ADMISSIBILITY OF HUSBAND'S 1998 INCOME FIGURES
Determining "the admissibility of evidence is within the
broad discretion of the trial court, and a ruling will not be
disturbed on appeal in the absence of an abuse of discretion."
Blain v. Commonwealth, 7 Va. App. 10, 16, 371 S.E.2d 838, 842
(1988). Evidence is generally admissible if it is both relevant
and material. See Evans-Smith v. Commonwealth, 5 Va. App. 188,
196, 361 S.E.2d 436, 441 (1987). Here, the trial court was
under a duty to determine the current financial status of the
parties for purposes of calculating husband's support
obligation. See, e.g., Jacobs v. Jacobs, 219 Va. 993, 995, 254
S.E.2d 56, 58 (1979) (decided under former Code § 20-107); see
also Code § 20-107.1(1), 1994 Va.

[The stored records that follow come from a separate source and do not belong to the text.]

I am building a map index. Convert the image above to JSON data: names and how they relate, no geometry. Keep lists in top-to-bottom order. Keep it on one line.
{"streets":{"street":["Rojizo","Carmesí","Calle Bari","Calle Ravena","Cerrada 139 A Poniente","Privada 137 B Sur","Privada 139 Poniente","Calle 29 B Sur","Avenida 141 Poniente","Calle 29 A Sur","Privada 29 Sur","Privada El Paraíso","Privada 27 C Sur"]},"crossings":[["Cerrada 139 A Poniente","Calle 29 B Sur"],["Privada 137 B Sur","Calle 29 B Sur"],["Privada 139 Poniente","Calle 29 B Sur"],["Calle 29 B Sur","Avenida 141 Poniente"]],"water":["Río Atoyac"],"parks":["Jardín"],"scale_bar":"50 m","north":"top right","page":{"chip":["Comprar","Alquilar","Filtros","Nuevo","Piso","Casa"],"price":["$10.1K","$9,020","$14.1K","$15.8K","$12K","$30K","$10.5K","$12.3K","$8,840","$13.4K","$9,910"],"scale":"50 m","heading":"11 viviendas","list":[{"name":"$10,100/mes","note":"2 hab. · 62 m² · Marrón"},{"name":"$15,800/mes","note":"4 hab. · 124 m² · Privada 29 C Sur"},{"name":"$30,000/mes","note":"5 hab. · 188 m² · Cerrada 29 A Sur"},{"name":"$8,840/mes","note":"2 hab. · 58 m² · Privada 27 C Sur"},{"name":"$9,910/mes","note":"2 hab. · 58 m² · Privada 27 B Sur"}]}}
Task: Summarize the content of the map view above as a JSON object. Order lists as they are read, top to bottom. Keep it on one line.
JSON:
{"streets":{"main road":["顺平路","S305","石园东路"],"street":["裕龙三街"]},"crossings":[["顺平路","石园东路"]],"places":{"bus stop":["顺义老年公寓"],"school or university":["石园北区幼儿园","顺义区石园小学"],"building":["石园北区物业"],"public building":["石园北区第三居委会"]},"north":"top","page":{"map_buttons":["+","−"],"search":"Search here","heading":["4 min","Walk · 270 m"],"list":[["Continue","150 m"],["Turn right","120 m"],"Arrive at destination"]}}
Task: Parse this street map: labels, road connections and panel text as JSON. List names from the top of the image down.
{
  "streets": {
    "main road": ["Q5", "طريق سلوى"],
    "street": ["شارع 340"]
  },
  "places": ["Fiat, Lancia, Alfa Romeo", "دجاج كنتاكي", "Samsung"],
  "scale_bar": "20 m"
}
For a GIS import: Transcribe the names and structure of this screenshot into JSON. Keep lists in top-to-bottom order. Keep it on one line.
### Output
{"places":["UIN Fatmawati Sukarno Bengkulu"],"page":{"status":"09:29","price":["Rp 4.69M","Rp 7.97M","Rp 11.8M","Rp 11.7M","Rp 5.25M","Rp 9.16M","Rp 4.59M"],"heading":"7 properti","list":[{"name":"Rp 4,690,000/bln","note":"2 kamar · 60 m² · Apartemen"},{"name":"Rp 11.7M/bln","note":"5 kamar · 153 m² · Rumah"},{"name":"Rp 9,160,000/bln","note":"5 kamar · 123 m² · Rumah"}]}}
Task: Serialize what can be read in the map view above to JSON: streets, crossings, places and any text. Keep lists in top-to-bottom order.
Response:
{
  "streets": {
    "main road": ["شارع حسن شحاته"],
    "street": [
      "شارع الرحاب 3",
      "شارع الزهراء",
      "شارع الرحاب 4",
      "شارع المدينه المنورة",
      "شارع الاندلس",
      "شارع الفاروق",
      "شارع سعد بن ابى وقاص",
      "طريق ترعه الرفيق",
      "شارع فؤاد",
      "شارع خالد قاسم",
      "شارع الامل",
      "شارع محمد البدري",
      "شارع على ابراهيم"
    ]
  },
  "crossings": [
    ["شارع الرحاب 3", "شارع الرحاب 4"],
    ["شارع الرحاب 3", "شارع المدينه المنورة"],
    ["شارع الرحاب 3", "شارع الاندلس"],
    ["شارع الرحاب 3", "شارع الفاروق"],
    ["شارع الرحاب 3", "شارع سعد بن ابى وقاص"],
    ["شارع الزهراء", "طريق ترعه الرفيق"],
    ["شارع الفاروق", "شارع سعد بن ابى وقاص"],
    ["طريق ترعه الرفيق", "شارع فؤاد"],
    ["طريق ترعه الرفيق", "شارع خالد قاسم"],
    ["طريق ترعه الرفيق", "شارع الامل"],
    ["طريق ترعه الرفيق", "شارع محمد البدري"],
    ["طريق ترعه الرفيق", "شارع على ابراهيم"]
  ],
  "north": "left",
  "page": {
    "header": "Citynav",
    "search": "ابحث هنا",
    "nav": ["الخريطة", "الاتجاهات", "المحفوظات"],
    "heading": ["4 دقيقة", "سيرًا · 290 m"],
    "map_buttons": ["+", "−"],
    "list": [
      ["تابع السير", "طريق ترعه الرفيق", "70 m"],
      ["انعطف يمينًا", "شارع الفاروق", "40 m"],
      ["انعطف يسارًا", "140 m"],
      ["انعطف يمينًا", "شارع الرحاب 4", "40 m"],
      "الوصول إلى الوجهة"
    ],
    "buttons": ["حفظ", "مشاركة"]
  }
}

Acts ch. 518. 1 It also was
required to consider the tax consequences insofar as "necessary
to consider the equities between the parties." Code
§ 20-107.1(9). Therefore, husband's 1998 income figures, the
1
Although Code § 20-107.1 was amended in 1998, the
legislature specifically provided that those amendments "shall
apply only to suits for initial spousal support orders filed on
or after July 1, 1998." 1998 Va. Acts ch. 604. Wife's request
for spousal support was made in her 1996 bill of complaint.
Therefore, the 1998 amendments to that code section do not
apply. See 1994 Va. Acts ch. 518 (version of Code § 20-107.1
preceding 1998 amendments).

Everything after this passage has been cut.